> **Work order**
Every word in the data below belongs in your copy, exactly as given; the pictures do not.

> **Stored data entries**
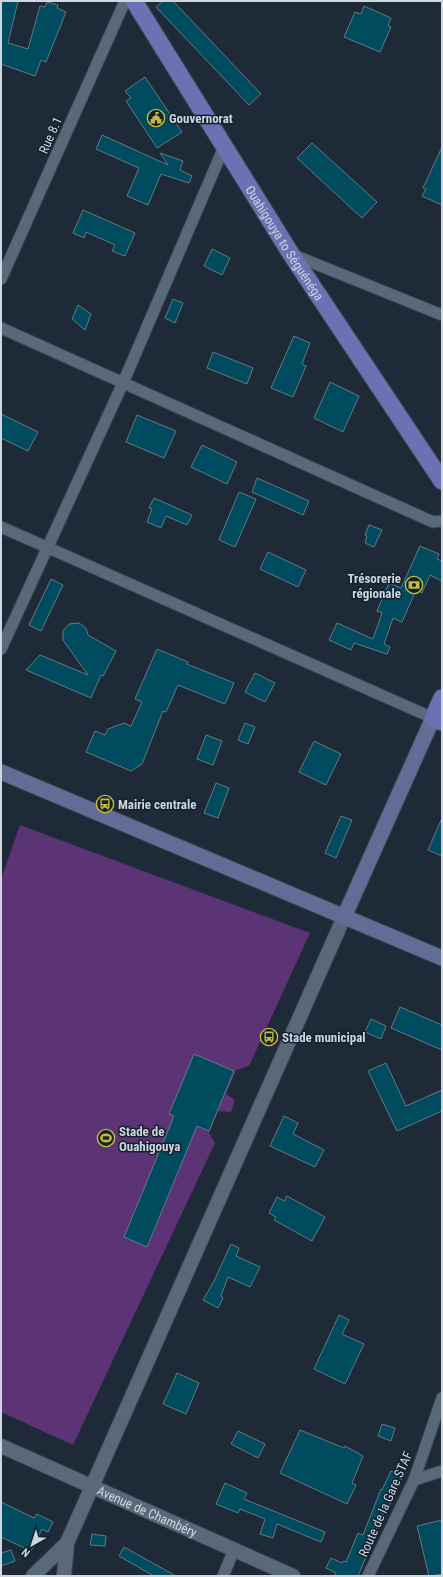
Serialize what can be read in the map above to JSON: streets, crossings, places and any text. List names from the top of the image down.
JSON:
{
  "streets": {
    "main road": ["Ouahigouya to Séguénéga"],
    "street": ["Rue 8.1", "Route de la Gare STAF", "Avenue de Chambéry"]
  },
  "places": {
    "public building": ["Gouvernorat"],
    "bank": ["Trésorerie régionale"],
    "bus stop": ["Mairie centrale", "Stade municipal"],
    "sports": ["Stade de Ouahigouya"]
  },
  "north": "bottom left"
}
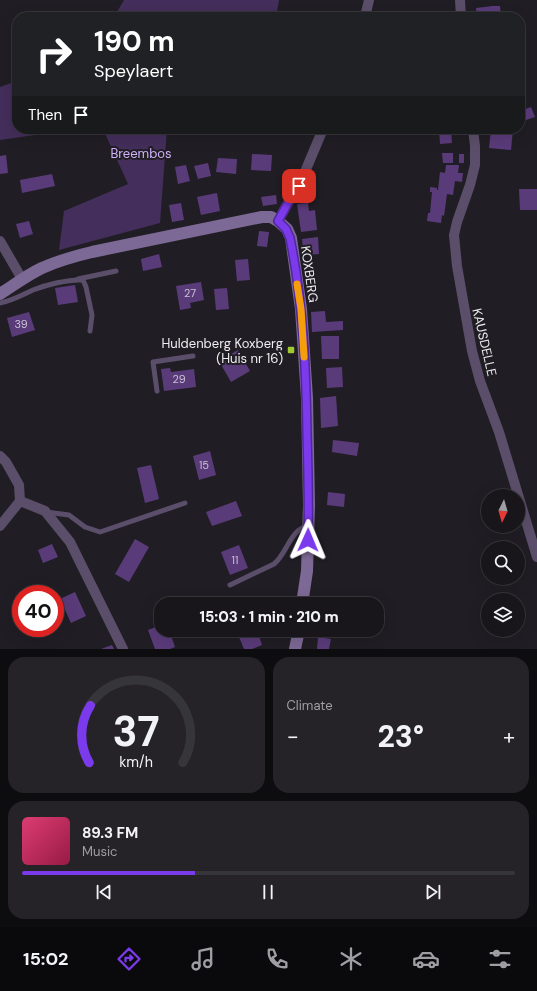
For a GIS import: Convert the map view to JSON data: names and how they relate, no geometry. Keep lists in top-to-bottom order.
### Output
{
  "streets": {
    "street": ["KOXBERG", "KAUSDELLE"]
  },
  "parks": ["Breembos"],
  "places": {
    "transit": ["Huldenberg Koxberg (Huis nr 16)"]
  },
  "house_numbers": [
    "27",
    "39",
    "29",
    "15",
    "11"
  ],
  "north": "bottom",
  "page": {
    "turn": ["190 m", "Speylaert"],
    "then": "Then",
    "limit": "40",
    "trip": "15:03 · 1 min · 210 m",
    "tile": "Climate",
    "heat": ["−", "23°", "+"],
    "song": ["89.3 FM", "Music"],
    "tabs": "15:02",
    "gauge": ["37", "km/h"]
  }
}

> **Answer**
Serialize what can be read in the map above to JSON: streets, crossings, places and any text. List names from the top of the image down.
JSON:
{
  "streets": {
    "main road": ["Ouahigouya to Séguénéga"],
    "street": ["Rue 8.1", "Route de la Gare STAF", "Avenue de Chambéry"]
  },
  "places": {
    "public building": ["Gouvernorat"],
    "bank": ["Trésorerie régionale"],
    "bus stop": ["Mairie centrale", "Stade municipal"],
    "sports": ["Stade de Ouahigouya"]
  },
  "north": "bottom left"
}
For a GIS import: Convert the map view to JSON data: names and how they relate, no geometry. Keep lists in top-to-bottom order.
### Output
{
  "streets": {
    "street": ["KOXBERG", "KAUSDELLE"]
  },
  "parks": ["Breembos"],
  "places": {
    "transit": ["Huldenberg Koxberg (Huis nr 16)"]
  },
  "house_numbers": [
    "27",
    "39",
    "29",
    "15",
    "11"
  ],
  "north": "bottom",
  "page": {
    "turn": ["190 m", "Speylaert"],
    "then": "Then",
    "limit": "40",
    "trip": "15:03 · 1 min · 210 m",
    "tile": "Climate",
    "heat": ["−", "23°", "+"],
    "song": ["89.3 FM", "Music"],
    "tabs": "15:02",
    "gauge": ["37", "km/h"]
  }
}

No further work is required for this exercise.